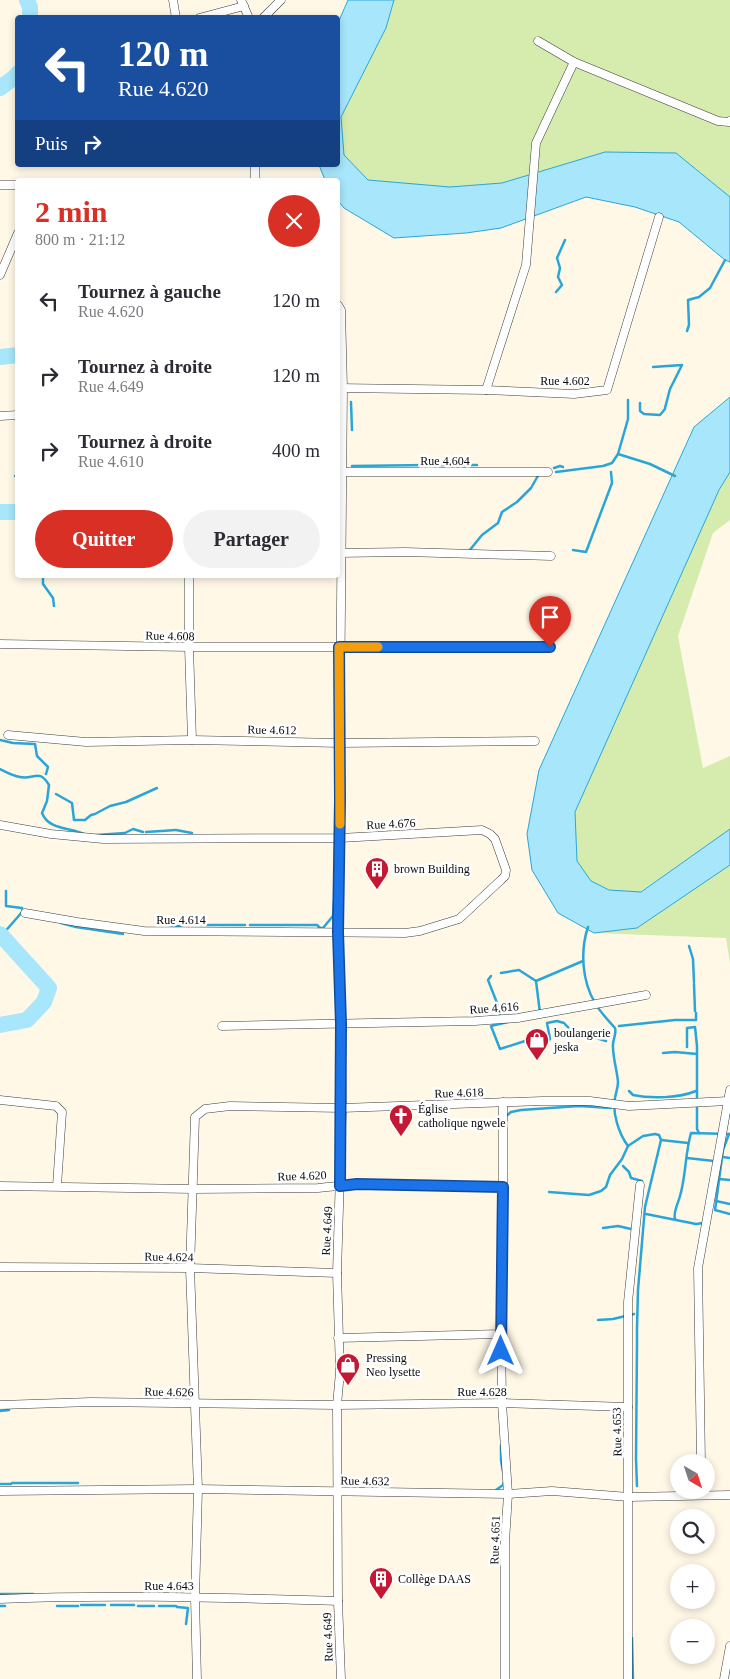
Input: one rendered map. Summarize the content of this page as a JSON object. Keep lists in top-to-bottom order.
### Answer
{
  "streets": {
    "street": [
      "Rue 4.602",
      "Rue 4.604",
      "Rue 4.608",
      "Rue 4.612",
      "Rue 4.676",
      "Rue 4.614",
      "Rue 4.616",
      "Rue 4.618",
      "Rue 4.620",
      "Rue 4.649",
      "Rue 4.624",
      "Rue 4.626",
      "Rue 4.628",
      "Rue 4.653",
      "Rue 4.632",
      "Rue 4.651",
      "Rue 4.643"
    ]
  },
  "crossings": [
    ["Rue 4.602", "Rue 4.649"],
    ["Rue 4.604", "Rue 4.649"],
    ["Rue 4.608", "Rue 4.649"],
    ["Rue 4.612", "Rue 4.649"],
    ["Rue 4.676", "Rue 4.614"],
    ["Rue 4.676", "Rue 4.649"],
    ["Rue 4.614", "Rue 4.649"],
    ["Rue 4.616", "Rue 4.649"],
    ["Rue 4.618", "Rue 4.620"],
    ["Rue 4.618", "Rue 4.649"],
    ["Rue 4.618", "Rue 4.624"],
    ["Rue 4.618", "Rue 4.626"],
    ["Rue 4.618", "Rue 4.632"],
    ["Rue 4.618", "Rue 4.643"],
    ["Rue 4.620", "Rue 4.649"],
    ["Rue 4.649", "Rue 4.624"],
    ["Rue 4.649", "Rue 4.626"],
    ["Rue 4.649", "Rue 4.628"],
    ["Rue 4.649", "Rue 4.632"],
    ["Rue 4.649", "Rue 4.643"],
    ["Rue 4.626", "Rue 4.628"],
    ["Rue 4.628", "Rue 4.653"],
    ["Rue 4.628", "Rue 4.651"],
    ["Rue 4.653", "Rue 4.632"],
    ["Rue 4.632", "Rue 4.651"]
  ],
  "places": {
    "building": ["brown Building", "Collège DAAS"],
    "shop": ["boulangerie jeska", "Pressing Neo lysette"],
    "church": ["Église catholique ngwele"]
  },
  "north": "bottom right",
  "page": {
    "turn": ["120 m", "Rue 4.620"],
    "then": "Puis",
    "heading": ["2 min", "800 m · 21:12"],
    "list": [
      {
        "name": "Tournez à gauche",
        "note": "Rue 4.620",
        "value": "120 m"
      },
      {
        "name": "Tournez à droite",
        "note": "Rue 4.649",
        "value": "120 m"
      },
      {
        "name": "Tournez à droite",
        "note": "Rue 4.610",
        "value": "400 m"
      }
    ],
    "buttons": ["Quitter", "Partager"],
    "map_buttons": ["+", "−"]
  }
}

____

### What the task requires
Since the copy must exclude the pictures, transcribe only the text of the records, word for word.

### Answer to this problem
Input: one rendered map. Summarize the content of this page as a JSON object. Keep lists in top-to-bottom order.
### Answer
{
  "streets": {
    "street": [
      "Rue 4.602",
      "Rue 4.604",
      "Rue 4.608",
      "Rue 4.612",
      "Rue 4.676",
      "Rue 4.614",
      "Rue 4.616",
      "Rue 4.618",
      "Rue 4.620",
      "Rue 4.649",
      "Rue 4.624",
      "Rue 4.626",
      "Rue 4.628",
      "Rue 4.653",
      "Rue 4.632",
      "Rue 4.651",
      "Rue 4.643"
    ]
  },
  "crossings": [
    ["Rue 4.602", "Rue 4.649"],
    ["Rue 4.604", "Rue 4.649"],
    ["Rue 4.608", "Rue 4.649"],
    ["Rue 4.612", "Rue 4.649"],
    ["Rue 4.676", "Rue 4.614"],
    ["Rue 4.676", "Rue 4.649"],
    ["Rue 4.614", "Rue 4.649"],
    ["Rue 4.616", "Rue 4.649"],
    ["Rue 4.618", "Rue 4.620"],
    ["Rue 4.618", "Rue 4.649"],
    ["Rue 4.618", "Rue 4.624"],
    ["Rue 4.618", "Rue 4.626"],
    ["Rue 4.618", "Rue 4.632"],
    ["Rue 4.618", "Rue 4.643"],
    ["Rue 4.620", "Rue 4.649"],
    ["Rue 4.649", "Rue 4.624"],
    ["Rue 4.649", "Rue 4.626"],
    ["Rue 4.649", "Rue 4.628"],
    ["Rue 4.649", "Rue 4.632"],
    ["Rue 4.649", "Rue 4.643"],
    ["Rue 4.626", "Rue 4.628"],
    ["Rue 4.628", "Rue 4.653"],
    ["Rue 4.628", "Rue 4.651"],
    ["Rue 4.653", "Rue 4.632"],
    ["Rue 4.632", "Rue 4.651"]
  ],
  "places": {
    "building": ["brown Building", "Collège DAAS"],
    "shop": ["boulangerie jeska", "Pressing Neo lysette"],
    "church": ["Église catholique ngwele"]
  },
  "north": "bottom right",
  "page": {
    "turn": ["120 m", "Rue 4.620"],
    "then": "Puis",
    "heading": ["2 min", "800 m · 21:12"],
    "list": [
      {
        "name": "Tournez à gauche",
        "note": "Rue 4.620",
        "value": "120 m"
      },
      {
        "name": "Tournez à droite",
        "note": "Rue 4.649",
        "value": "120 m"
      },
      {
        "name": "Tournez à droite",
        "note": "Rue 4.610",
        "value": "400 m"
      }
    ],
    "buttons": ["Quitter", "Partager"],
    "map_buttons": ["+", "−"]
  }
}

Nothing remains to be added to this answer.